Then, the only route in was via the Ramouseh road, already dangerous for the 500 metres or so of exposure to foreign-backed terrorist snipers. Now, that road is closed for the protection of civilians from terrorist sniping and shelling.

This time, the road into Aleppo was the military-mainly SAA-liberated Castello road via Aleppo’s newly-liberated Bani Zaid district. The Castello road, mostly a dirt path sometimes several cars wide, sometimes narrow, still has some risk. While entering on Sunday, at one point a soldier at a checkpoint halted the car and instructed to wait until the vehicle ahead of us was a bit further on, to keep a distance between vehicles–in case one is targeted, it lessens the risk of damage to other vehicles. When leaving this morning a soldier urged the driver to floor it: mortars are falling.

In early July in Aleppo, terrorists’ missiles, mortars and explosive bullets fell on the city of over 1.5 million. This time too (all the time actually), although the areas liberated from terrorists are no longer sources of hell-canon fired explosive gas canisters, missiles, rockets and mortars.

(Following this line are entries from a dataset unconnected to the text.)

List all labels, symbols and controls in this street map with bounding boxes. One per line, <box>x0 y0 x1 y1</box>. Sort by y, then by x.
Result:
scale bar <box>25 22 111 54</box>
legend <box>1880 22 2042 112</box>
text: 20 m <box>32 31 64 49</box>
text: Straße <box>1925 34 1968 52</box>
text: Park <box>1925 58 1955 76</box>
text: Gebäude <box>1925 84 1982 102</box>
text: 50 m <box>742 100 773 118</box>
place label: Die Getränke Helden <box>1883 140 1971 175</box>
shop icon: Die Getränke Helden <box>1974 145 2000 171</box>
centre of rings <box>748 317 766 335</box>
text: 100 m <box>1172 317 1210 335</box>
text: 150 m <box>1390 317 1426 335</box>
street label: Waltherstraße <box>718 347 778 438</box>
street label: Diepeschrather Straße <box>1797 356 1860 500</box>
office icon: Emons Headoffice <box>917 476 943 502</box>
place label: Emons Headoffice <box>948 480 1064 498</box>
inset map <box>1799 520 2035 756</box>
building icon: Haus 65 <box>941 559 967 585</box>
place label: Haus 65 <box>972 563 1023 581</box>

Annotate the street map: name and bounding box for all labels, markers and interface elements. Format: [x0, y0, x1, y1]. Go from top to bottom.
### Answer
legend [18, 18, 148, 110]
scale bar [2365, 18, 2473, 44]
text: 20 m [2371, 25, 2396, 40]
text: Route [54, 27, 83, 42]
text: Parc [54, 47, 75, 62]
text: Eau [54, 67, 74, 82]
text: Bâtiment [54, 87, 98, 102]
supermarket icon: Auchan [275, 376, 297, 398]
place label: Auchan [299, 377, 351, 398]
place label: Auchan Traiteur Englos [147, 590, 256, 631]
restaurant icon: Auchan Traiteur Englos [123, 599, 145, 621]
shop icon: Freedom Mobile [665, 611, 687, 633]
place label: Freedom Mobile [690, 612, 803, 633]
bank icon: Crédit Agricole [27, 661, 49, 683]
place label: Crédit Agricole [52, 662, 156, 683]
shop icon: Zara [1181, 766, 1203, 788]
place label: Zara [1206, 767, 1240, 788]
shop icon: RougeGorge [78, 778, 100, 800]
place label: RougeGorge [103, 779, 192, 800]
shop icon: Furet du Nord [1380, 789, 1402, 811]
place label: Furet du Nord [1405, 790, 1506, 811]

The destruction in Bani Zaid and Lairamoun industrial area was vast, with terrorists holed up in the district since late 2012, firing their rockets/missiles/mortars/gas canisters/explosive bullets on Aleppo civilians from these and other areas they still infest. While the cleanup and rebuilding will be a long process, these liberated districts are at least no longer a source of terrorism.

Throughout the neighbours, evidence of terrorists bunkering in behind over-turned buses and other vehicles, and behind walls of barrels.

En route to/from Aleppo (the same northern road I took to Nubl/Zahra’a in July) terrorists’ spent gas canister bombs littered the countryside, on farmland and near homes. It is these improvised bombs (as well as foreign-supplied missiles, rockets, explosive bullets, mortars) which have been killing Syrians in Aleppo and elsewhere in Syria.

The liberation of Aleppo neighbourhoods by the Syrian Arab Army and allies unsurprisingly got pretty much no recognition in corporate media. Nor does the terrorism perpetrated by western-backed terrorists. But visiting the areas, meeting some of the liberators and protectors (including the Syrian civil defense**actual defense and rescuers, not a western creation/figment of the imagination as with the so-called “White Helmets” terrorists)–and knowing that life can return to these areas as it has in other liberated Syrian towns and cities–was profoundly moving. It was an honour to be there.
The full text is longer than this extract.